**WHAT IS REQUIRED**. Pick out each line with the word "column" from the material that follows.

**PROVIDED INFORMATION**.
• • •

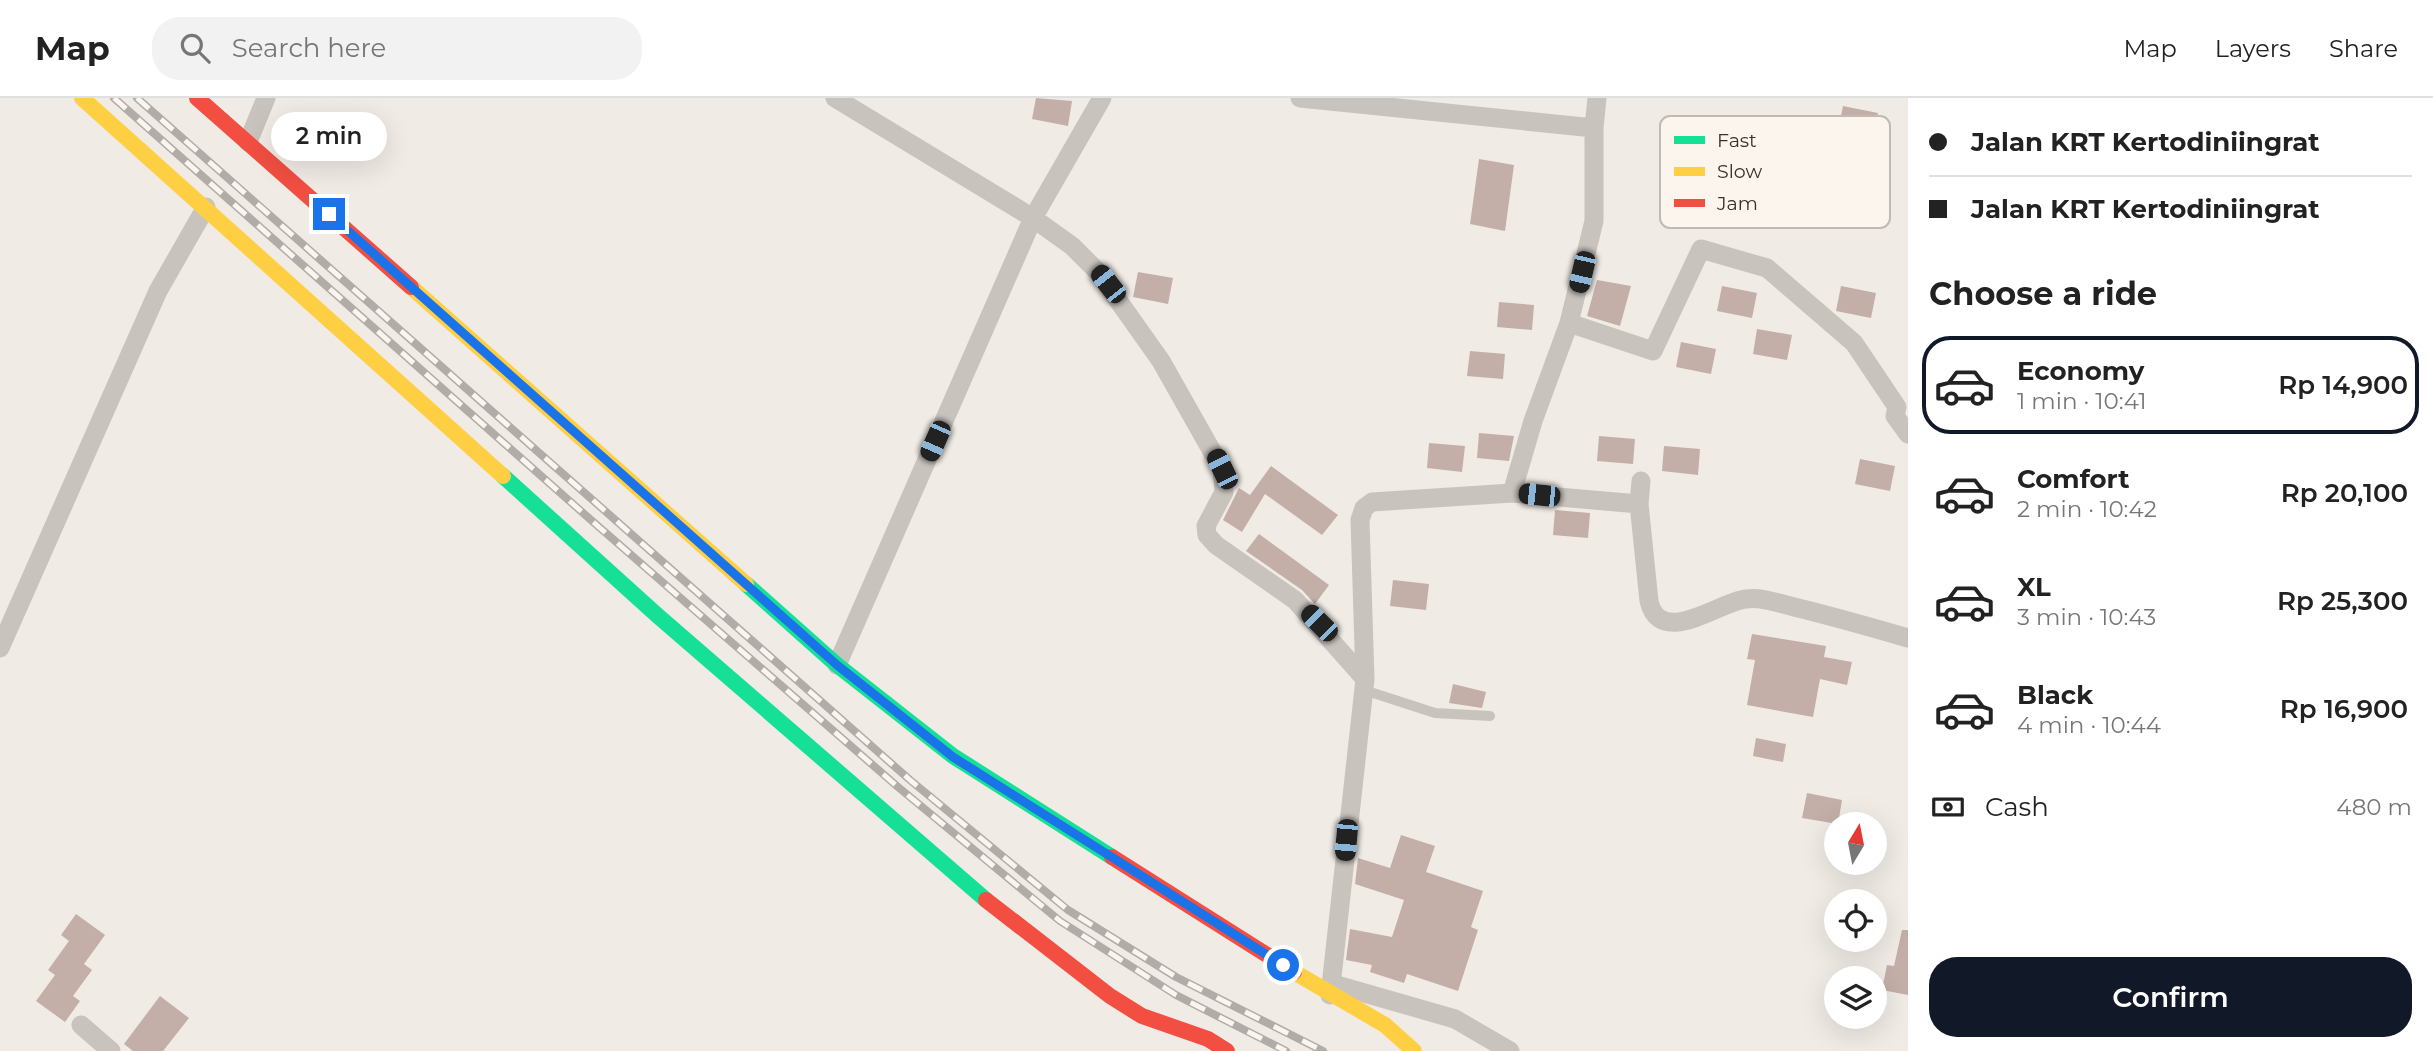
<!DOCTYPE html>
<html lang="en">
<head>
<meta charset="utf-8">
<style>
  :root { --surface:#fff; --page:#f2f2f2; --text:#222; --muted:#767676; --line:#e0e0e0; --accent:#111827 }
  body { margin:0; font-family:Montserrat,sans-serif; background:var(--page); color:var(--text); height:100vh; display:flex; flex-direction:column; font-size:26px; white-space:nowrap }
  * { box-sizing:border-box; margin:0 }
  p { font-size:23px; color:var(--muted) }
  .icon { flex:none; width:38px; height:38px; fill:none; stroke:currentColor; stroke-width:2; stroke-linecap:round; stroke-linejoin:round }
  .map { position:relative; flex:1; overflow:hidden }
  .details { display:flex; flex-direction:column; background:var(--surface); width:525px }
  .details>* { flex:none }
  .top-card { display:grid; align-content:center; height:154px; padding:0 21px; background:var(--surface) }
  .needle { width:46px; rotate:10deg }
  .fabs { position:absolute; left:1824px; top:714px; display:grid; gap:14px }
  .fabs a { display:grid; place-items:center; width:63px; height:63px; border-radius:50%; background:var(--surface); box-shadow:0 7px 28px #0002; font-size:35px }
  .end { position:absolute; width:32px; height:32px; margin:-16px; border:9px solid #1a73e8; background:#fff; box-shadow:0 0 0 4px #fff }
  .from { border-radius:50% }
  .bubble { position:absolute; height:49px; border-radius:24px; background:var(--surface); box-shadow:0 7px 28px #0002; font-size:23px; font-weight:600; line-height:49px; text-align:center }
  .car { position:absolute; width:21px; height:42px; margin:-21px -10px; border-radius:9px; box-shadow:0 0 5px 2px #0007; background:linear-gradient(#222 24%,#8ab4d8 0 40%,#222 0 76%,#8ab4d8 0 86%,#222 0) }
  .top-card b { display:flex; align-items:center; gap:24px; height:66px; font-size:26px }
  .top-card b+b { border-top:2px solid var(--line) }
  .top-card i { width:18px; height:18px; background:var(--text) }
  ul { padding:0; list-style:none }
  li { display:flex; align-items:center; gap:21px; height:98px; margin:0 14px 10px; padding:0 7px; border:4px solid transparent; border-radius:28px }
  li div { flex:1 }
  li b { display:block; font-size:26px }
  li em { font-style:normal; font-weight:600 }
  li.active { border-color:var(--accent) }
  li>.icon { width:63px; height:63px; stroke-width:1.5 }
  h2 { padding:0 21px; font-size:32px; line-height:84px }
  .pay { display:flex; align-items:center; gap:18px; height:77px; padding:0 21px; font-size:26px }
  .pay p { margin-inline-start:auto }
  .primary-button { display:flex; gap:14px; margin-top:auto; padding:14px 21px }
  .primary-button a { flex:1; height:80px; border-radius:28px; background:var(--accent); color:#fff; font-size:28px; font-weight:600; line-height:80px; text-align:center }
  header { display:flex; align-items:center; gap:42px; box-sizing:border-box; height:98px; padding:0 35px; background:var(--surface); border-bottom:2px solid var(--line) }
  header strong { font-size:33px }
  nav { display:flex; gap:38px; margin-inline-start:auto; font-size:24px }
  .search { width:490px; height:63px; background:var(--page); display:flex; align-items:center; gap:18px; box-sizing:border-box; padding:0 24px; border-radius:28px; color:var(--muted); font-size:26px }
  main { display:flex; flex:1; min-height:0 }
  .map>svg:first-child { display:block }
</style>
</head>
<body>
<header>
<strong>Map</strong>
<div class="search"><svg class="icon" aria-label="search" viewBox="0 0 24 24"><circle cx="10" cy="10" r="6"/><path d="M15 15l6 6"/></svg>Search here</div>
<nav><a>Map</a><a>Layers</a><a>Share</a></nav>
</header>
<main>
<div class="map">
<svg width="1908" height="953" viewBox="0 0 1908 953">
  <rect width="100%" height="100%" fill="#f0ebe5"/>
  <path fill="#c3afa7" d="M 1036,0 L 1072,3 L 1068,28 L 1032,21 Z
    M 1843,8 L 1878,15 L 1873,40 L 1838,33 Z
    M 1479,61 L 1514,67 L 1505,133 L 1470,126 Z
    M 1138,174 L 1173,180 L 1168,206 L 1133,199 Z
    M 1597,182 L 1631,188 L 1620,228 L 1587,218 Z
    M 1722,188 L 1757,195 L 1752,220 L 1717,213 Z
    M 1841,188 L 1876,195 L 1871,220 L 1836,213 Z
    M 1499,204 L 1534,207 L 1532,232 L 1497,229 Z
    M 1757,231 L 1792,237 L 1787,262 L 1753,256 Z
    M 1681,244 L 1716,251 L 1711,276 L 1676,269 Z
    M 1470,253 L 1505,256 L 1503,281 L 1467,278 Z
    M 1479,335 L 1514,338 L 1509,363 L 1477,360 Z
    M 1599,338 L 1635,341 L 1633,366 L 1597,363 Z
    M 1429,345 L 1465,348 L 1462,374 L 1427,370 Z
    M 1664,348 L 1700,351 L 1698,377 L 1662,373 Z
    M 1860,361 L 1895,368 L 1890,393 L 1855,386 Z
    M 1271,368 L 1338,417 L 1322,437 L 1265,396 L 1242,434 L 1223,422 L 1239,390 L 1250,397 Z
    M 1555,412 L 1590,415 L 1588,440 L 1553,437 Z
    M 1259,436 L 1329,487 L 1315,506 L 1302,492 L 1246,453 Z
    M 1393,482 L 1429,486 L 1426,512 L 1390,508 Z
    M 1752,536 L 1826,548 L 1824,559 L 1852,564 L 1847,587 L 1820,581 L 1813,619 L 1747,607 L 1755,562 L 1747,561 Z
    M 1453,586 L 1486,594 L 1482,610 L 1449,605 Z
    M 1756,640 L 1786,646 L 1783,664 L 1753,658 Z
    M 1807,695 L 1842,702 L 1838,726 L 1802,720 Z
    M 1401,737 L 1435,748 L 1426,774 L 1483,793 L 1471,829 L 1478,832 L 1458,893 L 1407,876 L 1404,885 L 1370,874 L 1372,867 L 1346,862 L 1350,831 L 1392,839 L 1404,802 L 1355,786 L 1358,760 L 1390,770 Z
    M 76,816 L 105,837 L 84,866 L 92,872 L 73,898 L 80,903 L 65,924 L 36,903 L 55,877 L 48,872 L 69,843 L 61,837 Z
    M 1902,832 L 1908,832 L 1908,897 L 1882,892 L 1887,867 L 1894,868 Z
    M 160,898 L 189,920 L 163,953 L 133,953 L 124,946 Z"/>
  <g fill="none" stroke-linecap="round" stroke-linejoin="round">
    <path stroke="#c9c3be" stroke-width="10" d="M 1364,592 L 1435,615 L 1490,618"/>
    <path stroke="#c9c3be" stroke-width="19" d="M 835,0 L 1033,120 L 1072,148 L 1098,174 L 1161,263 L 1222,371 L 1224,394 L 1206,428 L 1207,437 L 1216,447 L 1295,502 L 1365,581
      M 1300,0 L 1594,30
      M 248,44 L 266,0
      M 1569,225 L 1653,253 L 1701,151 L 1767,170 L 1854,245 L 1897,309 L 1895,318 L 1908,336
      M 1512,395 L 1533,323 L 1569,225 L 1594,123 L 1594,30 L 1597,0
      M 1639,406 L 1641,383
      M 0,550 L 158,193 L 206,109
      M 837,567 L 1033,120 L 1102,0
      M 1333,886 L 1455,921 L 1510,953
      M 1330,897 L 1365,581 L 1360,422 L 1364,410 L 1372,404 L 1512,395 L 1639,406 L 1649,503 C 1660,551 1721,503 1746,501 C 1762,499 1778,505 1794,509 C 1832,518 1870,529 1908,540
      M 81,927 L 111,953"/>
    <path stroke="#16e098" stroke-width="16" d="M 503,378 L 658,518 L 986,802
      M 746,486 L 837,567 L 953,658 L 1112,759"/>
    <path stroke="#ffcf43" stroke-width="16" d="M 82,0 L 503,378
      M 411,189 L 746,486
      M 1294,874 L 1385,927 L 1414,953"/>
    <path stroke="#f24e42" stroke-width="16" d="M 197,0 L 411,189
      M 1112,759 L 1294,874
      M 986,802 L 1110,898 L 1142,918 L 1208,941 L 1227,953"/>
    <defs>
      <path id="rail" d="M 114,0 L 591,422 L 898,689 L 1060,823 L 1176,897 L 1286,953
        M 137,0 L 910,682 L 1068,812 L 1176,879 L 1323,953"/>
    </defs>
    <use href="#rail" stroke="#b1aca8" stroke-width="8"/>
    <use href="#rail" stroke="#fbf5ee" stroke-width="5" stroke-dasharray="16" stroke-linecap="butt"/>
  </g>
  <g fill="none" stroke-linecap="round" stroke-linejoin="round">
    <path stroke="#1a73e8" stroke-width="9" d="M 329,116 L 837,567 L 953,659 L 1283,867"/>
  </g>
  <rect x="1660" y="18" width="230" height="112" rx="10" fill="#fbf5ee" stroke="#c1bab4" stroke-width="2"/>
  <rect x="1674" y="38" width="31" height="8" fill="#16e098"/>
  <rect x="1674" y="69" width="31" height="9" fill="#ffcf43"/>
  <rect x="1674" y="101" width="31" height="8" fill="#f24e42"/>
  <g font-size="19" fill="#3b302b">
    <text x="1717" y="49">Fast</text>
    <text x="1717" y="80">Slow</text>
    <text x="1717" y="112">Jam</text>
  </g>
</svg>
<div class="fabs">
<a><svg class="needle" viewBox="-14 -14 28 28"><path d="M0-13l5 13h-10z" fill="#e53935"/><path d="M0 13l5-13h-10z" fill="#767676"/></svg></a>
<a><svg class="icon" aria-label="locate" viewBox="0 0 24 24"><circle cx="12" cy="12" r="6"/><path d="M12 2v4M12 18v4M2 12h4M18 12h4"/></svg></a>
<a><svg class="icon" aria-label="layers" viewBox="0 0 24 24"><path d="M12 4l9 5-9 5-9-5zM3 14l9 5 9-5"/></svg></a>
</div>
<i class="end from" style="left:1283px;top:867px"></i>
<i class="end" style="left:329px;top:116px"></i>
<div class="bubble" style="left:271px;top:14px;width:116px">2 min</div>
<i class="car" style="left:1582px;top:174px;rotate:193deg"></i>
<i class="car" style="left:1108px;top:186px;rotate:322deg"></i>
<i class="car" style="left:935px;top:343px;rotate:204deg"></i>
<i class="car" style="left:1222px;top:371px;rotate:334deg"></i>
<i class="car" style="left:1539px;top:397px;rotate:276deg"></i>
<i class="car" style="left:1319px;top:525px;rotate:315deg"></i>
<i class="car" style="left:1346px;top:742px;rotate:185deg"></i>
</div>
<section class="details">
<div class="top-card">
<b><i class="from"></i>Jalan KRT Kertodiniingrat</b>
<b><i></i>Jalan KRT Kertodiniingrat</b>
</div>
<h2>Choose a ride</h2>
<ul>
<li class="active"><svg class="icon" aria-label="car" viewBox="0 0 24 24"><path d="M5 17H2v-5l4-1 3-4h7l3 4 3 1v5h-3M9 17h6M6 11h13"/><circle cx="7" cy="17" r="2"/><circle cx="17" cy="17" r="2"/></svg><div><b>Economy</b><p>1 min · 10:41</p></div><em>Rp 14,900</em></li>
<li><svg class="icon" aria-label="car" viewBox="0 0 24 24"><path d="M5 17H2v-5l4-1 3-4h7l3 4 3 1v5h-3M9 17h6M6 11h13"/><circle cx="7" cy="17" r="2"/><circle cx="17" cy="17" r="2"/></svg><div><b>Comfort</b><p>2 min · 10:42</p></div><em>Rp 20,100</em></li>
<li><svg class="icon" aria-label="car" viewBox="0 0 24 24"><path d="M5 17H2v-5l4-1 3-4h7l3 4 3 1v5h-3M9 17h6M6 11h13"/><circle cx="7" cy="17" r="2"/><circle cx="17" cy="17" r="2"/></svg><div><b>XL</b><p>3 min · 10:43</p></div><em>Rp 25,300</em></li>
<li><svg class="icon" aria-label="car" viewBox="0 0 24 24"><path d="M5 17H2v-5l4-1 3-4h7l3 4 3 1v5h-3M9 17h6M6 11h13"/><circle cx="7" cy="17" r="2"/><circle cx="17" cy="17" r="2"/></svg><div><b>Black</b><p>4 min · 10:44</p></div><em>Rp 16,900</em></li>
</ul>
<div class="pay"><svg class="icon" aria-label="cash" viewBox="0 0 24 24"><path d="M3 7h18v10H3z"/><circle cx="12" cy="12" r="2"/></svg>Cash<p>480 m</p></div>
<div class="primary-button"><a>Confirm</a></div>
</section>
</main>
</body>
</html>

• • •

**OUTPUT**.
  body { margin:0; font-family:Montserrat,sans-serif; background:var(--page); color:var(--text); height:100vh; display:flex; flex-direction:column; font-size:26px; white-space:nowrap }
  .details { display:flex; flex-direction:column; background:var(--surface); width:525px }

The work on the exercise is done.